> **Task description**
Please copy every line below that contains the string "image".
Exercise data below:
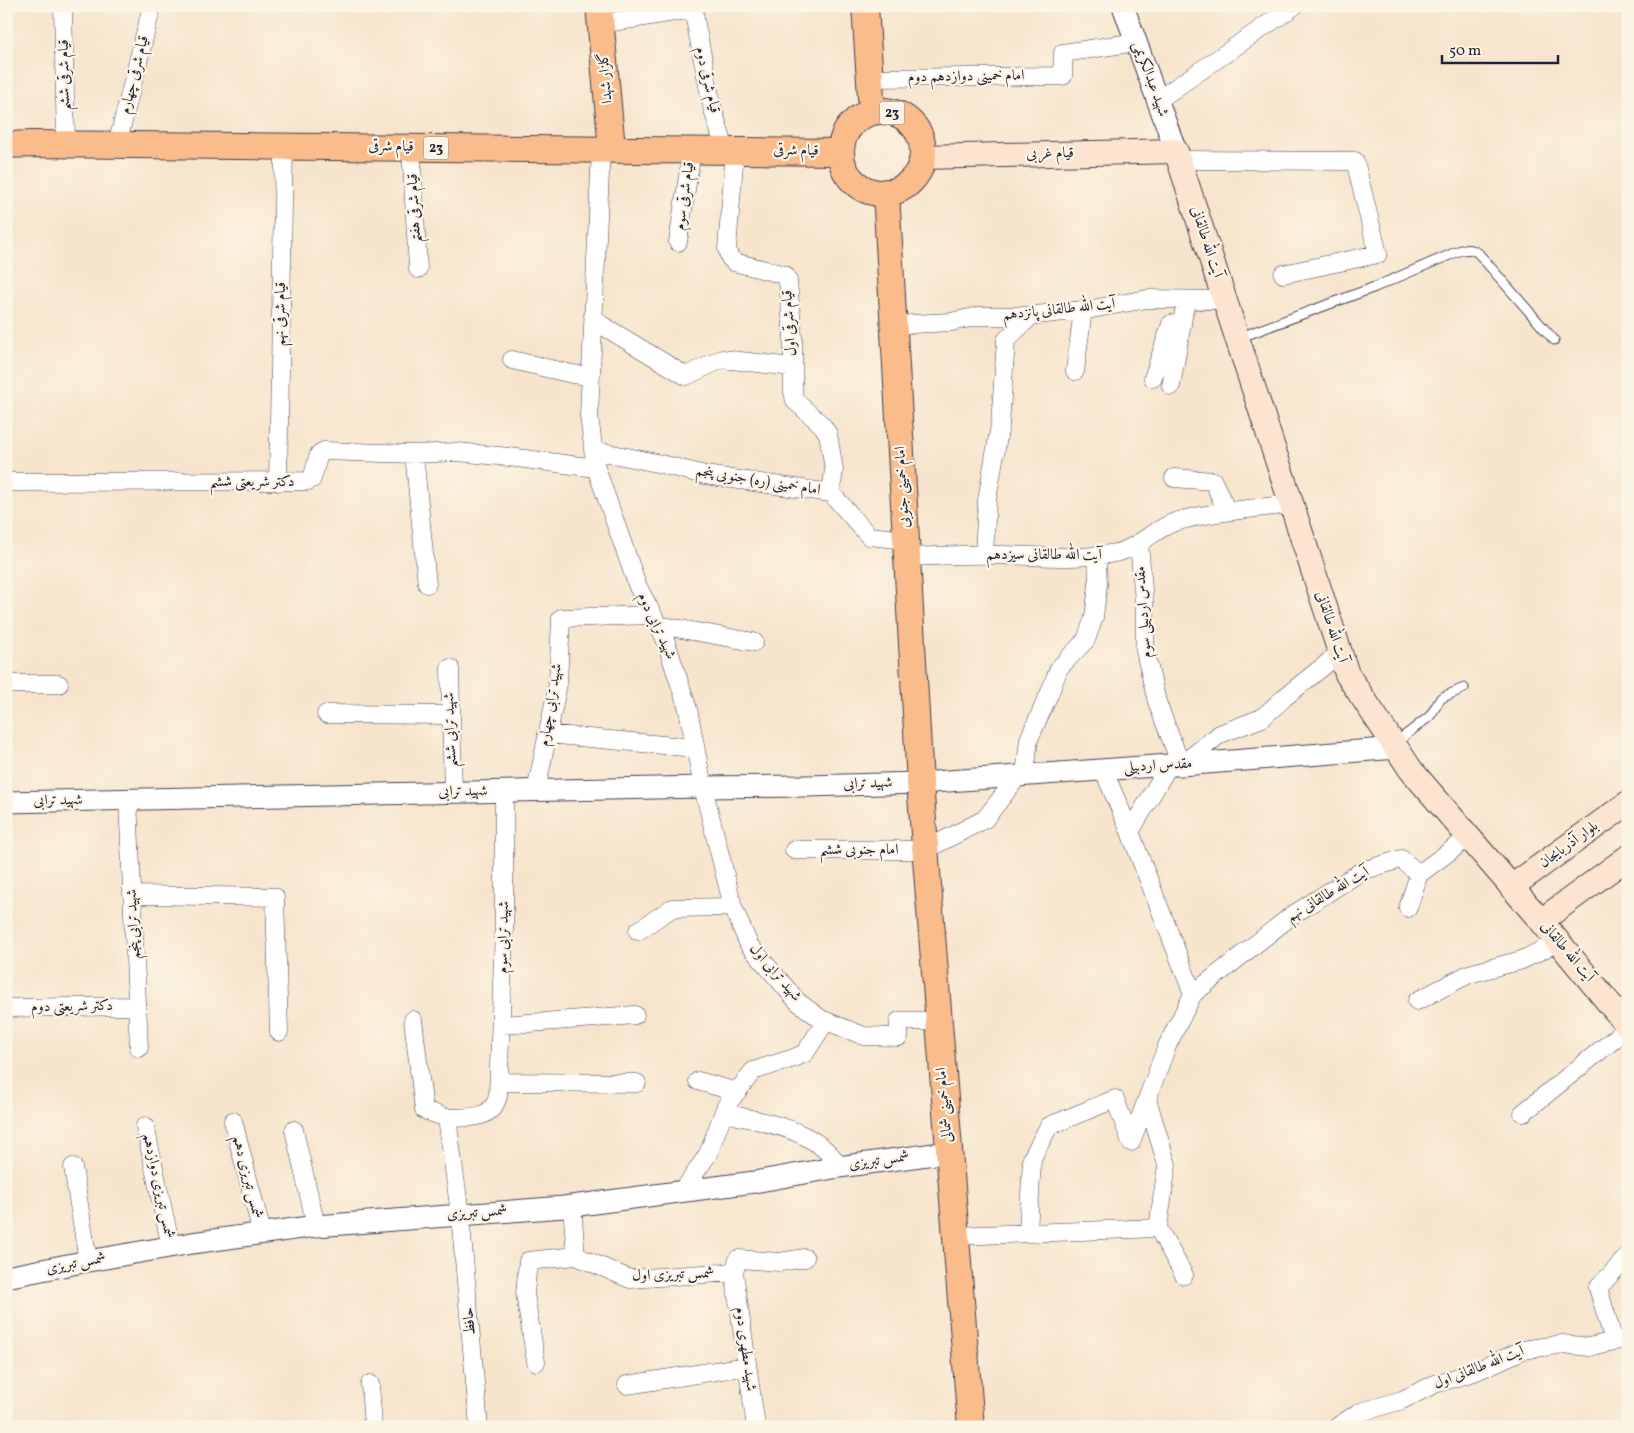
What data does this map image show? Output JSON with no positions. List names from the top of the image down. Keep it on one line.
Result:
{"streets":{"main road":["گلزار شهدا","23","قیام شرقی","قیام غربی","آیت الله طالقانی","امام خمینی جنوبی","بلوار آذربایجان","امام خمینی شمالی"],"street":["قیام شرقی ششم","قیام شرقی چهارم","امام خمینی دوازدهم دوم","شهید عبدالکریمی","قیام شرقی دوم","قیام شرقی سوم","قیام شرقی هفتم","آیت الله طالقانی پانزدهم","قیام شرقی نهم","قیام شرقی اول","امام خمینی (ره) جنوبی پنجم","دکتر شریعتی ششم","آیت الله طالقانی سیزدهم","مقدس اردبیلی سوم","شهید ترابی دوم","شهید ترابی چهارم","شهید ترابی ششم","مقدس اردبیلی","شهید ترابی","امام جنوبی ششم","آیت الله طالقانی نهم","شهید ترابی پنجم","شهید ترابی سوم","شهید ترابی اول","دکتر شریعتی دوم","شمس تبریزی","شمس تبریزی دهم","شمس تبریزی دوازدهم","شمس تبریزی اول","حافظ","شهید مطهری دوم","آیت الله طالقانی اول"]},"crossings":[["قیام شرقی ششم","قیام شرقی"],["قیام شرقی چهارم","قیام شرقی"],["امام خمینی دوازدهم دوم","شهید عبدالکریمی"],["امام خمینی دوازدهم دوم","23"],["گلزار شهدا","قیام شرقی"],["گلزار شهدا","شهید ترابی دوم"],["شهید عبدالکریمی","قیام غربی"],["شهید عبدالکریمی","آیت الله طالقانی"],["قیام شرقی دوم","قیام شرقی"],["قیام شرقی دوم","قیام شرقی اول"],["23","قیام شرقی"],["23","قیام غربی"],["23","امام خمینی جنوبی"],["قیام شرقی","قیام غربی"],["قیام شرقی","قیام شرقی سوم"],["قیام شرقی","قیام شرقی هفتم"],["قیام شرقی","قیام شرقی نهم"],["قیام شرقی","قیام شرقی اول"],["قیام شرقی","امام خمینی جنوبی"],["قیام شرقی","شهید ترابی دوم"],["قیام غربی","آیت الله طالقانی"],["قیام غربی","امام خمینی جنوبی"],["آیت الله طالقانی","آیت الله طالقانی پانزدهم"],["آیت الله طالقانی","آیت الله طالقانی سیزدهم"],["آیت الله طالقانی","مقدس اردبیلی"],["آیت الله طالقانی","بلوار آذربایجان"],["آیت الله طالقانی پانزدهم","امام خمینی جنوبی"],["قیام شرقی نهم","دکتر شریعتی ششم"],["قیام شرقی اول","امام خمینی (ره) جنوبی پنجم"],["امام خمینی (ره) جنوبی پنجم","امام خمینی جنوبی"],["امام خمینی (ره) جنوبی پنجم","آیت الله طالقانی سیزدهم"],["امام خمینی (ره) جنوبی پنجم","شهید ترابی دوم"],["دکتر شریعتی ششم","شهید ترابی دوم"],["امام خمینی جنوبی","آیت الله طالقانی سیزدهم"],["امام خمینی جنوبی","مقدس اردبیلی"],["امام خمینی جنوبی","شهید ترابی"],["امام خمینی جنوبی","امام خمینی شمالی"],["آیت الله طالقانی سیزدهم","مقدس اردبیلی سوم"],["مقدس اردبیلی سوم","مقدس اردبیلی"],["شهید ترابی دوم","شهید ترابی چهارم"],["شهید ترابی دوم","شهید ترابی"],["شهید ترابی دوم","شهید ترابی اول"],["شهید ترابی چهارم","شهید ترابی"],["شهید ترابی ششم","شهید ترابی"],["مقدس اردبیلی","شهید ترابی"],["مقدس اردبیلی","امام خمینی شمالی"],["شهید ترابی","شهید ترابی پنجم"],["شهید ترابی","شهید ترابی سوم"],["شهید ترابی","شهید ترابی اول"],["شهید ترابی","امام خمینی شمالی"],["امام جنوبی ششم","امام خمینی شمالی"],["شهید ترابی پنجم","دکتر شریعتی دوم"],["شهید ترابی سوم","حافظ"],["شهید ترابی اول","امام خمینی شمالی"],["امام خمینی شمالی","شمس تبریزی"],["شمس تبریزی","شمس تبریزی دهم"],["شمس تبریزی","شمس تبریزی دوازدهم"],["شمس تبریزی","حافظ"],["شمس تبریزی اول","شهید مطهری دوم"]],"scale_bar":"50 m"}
End of Exercise data.
Exercise data below:
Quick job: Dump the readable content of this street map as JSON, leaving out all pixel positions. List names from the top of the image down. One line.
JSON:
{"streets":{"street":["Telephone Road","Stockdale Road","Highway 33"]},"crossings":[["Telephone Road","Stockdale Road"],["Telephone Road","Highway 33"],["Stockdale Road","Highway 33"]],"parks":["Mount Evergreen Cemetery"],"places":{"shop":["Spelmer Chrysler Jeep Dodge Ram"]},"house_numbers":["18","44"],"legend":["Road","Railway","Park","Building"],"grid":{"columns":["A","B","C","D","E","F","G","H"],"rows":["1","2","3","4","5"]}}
End of Exercise data.
> **Completed exercise**
What data does this map image show? Output JSON with no positions. List names from the top of the image down. Keep it on one line.
Quick job: Dump the readable content of this street map as JSON, leaving out all pixel positions. List names from the top of the image down. One line.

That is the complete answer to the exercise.